TASK TO COMPLETE: Everything from the line containing "position:relative; width:650px; height:2019px;" through the line containing "2px #a8b8b2) drop-shadow(0" should be repeated exactly, and nothing else from the data.

EXTRACTED RECORDS:
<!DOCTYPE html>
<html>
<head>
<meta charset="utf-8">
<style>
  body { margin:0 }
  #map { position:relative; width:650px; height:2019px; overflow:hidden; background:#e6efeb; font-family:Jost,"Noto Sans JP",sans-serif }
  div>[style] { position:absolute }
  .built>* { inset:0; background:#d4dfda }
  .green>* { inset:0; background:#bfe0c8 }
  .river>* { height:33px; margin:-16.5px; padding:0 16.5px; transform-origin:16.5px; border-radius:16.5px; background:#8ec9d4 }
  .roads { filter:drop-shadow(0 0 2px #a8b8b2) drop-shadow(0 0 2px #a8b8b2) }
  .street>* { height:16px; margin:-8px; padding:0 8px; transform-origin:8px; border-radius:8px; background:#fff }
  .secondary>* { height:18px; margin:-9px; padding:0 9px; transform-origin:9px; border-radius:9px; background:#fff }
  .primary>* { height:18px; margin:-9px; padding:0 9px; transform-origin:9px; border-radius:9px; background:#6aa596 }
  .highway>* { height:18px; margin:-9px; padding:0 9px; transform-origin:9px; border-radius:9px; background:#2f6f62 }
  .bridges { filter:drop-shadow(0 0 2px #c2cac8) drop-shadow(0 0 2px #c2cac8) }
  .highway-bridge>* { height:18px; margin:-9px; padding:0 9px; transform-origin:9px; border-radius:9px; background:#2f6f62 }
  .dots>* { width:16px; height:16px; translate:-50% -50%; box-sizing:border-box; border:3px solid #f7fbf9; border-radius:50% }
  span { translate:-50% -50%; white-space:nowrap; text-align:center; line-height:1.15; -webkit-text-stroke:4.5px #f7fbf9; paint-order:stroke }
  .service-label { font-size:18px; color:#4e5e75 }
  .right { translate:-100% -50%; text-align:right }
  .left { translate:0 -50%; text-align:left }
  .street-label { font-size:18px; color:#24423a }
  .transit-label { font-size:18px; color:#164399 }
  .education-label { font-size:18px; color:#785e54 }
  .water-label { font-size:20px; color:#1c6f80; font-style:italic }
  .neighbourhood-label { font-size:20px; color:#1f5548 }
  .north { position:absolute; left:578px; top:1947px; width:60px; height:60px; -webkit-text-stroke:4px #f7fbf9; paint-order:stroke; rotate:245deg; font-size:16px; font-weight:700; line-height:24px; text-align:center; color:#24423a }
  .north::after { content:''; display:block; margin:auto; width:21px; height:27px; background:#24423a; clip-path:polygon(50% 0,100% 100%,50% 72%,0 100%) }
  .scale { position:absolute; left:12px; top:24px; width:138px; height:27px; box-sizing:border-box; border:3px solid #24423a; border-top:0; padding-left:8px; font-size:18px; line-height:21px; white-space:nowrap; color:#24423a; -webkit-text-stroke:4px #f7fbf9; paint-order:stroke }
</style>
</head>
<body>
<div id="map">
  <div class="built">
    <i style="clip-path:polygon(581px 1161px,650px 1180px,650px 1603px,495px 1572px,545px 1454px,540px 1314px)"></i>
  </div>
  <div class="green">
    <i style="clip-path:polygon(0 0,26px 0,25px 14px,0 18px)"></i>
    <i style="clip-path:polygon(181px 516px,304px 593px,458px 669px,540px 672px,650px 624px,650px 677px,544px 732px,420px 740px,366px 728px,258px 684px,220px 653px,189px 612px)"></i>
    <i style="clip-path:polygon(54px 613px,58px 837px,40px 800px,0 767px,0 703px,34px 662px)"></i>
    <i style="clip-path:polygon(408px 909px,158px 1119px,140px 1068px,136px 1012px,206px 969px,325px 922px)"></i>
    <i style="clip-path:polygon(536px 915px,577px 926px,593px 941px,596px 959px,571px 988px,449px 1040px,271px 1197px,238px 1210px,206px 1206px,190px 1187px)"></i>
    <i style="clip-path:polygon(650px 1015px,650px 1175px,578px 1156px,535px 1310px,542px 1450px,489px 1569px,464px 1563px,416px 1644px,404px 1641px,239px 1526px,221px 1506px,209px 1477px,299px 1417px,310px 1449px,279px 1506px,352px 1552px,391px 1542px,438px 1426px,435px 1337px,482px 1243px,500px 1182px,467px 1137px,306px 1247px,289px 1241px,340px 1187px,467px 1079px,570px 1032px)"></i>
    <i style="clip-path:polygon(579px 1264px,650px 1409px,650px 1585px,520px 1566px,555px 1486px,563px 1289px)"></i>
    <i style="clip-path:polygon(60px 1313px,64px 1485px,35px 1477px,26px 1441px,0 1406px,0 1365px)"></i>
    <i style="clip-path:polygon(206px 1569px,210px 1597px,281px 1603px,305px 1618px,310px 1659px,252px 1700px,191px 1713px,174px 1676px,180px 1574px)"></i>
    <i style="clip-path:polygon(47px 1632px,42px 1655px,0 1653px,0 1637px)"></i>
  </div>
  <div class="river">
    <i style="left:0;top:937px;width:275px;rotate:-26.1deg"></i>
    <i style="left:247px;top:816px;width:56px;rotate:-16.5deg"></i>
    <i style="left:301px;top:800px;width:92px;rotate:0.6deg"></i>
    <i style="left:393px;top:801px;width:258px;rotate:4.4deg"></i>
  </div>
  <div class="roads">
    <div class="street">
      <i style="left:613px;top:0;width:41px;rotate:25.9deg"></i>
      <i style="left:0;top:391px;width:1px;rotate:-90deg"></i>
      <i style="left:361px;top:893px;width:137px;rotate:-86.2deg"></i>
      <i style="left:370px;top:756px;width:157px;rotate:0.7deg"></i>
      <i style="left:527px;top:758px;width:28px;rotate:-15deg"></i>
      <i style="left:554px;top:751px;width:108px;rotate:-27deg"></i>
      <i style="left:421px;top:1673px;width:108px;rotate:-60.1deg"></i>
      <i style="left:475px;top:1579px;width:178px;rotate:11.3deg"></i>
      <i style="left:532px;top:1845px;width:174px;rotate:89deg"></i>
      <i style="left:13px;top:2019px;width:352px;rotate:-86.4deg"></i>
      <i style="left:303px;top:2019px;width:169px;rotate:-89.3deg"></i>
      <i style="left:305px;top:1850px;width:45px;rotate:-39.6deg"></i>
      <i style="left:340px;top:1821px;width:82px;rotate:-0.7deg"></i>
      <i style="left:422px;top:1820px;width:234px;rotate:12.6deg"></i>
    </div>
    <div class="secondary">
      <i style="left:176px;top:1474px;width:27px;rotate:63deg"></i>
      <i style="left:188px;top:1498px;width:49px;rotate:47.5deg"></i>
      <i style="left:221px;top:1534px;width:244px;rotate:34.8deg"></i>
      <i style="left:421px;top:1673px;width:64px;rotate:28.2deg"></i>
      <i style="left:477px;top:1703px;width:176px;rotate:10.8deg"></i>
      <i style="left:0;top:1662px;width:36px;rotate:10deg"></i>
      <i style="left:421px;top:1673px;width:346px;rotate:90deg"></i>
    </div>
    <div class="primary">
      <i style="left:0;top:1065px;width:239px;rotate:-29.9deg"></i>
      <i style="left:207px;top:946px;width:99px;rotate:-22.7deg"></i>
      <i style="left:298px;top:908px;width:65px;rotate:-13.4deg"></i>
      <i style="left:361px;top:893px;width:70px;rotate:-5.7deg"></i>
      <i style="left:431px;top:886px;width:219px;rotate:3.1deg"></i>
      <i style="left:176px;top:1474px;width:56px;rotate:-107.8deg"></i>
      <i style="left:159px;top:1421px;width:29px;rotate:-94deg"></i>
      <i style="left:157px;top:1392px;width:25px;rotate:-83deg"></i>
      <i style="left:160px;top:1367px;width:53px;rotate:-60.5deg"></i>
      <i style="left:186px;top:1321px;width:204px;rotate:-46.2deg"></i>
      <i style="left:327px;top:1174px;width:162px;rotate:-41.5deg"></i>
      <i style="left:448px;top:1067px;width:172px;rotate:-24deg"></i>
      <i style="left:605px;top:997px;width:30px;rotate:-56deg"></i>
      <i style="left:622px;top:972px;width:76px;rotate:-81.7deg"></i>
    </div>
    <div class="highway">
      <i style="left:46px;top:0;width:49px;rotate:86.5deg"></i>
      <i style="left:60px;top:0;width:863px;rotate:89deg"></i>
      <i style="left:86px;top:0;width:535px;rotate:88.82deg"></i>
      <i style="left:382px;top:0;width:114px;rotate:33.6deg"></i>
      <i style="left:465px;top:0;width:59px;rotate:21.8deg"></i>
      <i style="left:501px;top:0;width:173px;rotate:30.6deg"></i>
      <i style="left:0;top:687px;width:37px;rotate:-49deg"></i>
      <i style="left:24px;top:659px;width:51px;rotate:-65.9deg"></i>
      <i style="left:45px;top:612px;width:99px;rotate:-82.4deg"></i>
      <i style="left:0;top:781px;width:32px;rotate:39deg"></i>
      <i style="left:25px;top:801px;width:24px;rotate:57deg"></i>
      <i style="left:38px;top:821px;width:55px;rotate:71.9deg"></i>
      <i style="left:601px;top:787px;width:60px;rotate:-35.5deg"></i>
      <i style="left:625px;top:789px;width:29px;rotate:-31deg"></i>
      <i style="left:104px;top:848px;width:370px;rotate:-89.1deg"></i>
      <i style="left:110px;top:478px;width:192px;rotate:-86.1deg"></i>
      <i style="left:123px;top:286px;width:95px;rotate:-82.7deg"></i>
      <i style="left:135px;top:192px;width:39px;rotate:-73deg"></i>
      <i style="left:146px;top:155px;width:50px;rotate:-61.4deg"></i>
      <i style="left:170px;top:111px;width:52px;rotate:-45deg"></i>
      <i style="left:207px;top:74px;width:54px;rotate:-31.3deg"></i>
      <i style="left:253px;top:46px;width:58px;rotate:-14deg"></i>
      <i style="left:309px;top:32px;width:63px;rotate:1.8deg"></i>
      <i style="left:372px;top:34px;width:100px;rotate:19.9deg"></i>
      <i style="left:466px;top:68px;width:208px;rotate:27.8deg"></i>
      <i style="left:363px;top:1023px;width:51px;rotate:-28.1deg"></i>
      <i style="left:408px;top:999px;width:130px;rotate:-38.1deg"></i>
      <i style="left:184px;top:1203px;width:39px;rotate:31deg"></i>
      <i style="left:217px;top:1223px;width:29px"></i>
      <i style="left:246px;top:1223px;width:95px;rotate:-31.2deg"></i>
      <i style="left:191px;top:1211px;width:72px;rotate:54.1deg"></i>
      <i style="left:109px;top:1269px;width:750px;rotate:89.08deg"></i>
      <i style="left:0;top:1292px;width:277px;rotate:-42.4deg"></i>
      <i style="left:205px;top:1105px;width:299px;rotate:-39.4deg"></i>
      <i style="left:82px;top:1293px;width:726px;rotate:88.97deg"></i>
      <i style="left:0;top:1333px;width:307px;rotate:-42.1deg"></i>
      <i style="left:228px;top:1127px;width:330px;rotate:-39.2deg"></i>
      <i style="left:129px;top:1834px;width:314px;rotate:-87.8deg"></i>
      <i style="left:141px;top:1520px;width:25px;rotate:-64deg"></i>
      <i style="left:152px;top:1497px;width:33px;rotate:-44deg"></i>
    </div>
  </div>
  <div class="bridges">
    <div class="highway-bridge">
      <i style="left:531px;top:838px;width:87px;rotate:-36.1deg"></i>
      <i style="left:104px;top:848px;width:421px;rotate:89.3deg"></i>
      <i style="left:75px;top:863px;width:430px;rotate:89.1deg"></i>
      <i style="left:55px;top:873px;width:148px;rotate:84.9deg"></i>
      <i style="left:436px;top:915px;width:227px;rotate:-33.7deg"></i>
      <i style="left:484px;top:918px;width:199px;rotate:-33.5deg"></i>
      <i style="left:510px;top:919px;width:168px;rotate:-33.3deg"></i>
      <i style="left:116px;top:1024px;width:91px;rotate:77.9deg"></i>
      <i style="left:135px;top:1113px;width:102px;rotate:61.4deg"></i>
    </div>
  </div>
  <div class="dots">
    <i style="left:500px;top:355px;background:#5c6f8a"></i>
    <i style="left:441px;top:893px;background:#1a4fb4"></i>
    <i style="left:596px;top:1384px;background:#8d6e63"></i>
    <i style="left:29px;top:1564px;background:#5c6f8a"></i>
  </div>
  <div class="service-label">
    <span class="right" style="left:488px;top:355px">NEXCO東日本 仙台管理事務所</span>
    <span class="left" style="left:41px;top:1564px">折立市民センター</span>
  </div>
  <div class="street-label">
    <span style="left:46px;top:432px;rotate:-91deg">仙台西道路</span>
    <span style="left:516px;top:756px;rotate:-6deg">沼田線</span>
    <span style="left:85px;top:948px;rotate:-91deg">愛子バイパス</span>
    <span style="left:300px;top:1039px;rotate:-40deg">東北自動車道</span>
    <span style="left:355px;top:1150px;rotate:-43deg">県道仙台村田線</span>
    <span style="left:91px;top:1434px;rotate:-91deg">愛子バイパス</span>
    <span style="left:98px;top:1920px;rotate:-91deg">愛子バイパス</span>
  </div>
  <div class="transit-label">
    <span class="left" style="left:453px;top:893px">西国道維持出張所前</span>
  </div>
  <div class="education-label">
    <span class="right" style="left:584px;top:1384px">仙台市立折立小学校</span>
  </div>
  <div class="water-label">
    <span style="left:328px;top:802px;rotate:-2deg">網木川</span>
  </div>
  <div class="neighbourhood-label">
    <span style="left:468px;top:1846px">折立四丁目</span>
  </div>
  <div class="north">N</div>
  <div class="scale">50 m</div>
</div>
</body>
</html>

EXERCISE RESULT:
  #map { position:relative; width:650px; height:2019px; overflow:hidden; background:#e6efeb; font-family:Jost,"Noto Sans JP",sans-serif }
  div>[style] { position:absolute }
  .built>* { inset:0; background:#d4dfda }
  .green>* { inset:0; background:#bfe0c8 }
  .river>* { height:33px; margin:-16.5px; padding:0 16.5px; transform-origin:16.5px; border-radius:16.5px; background:#8ec9d4 }
  .roads { filter:drop-shadow(0 0 2px #a8b8b2) drop-shadow(0 0 2px #a8b8b2) }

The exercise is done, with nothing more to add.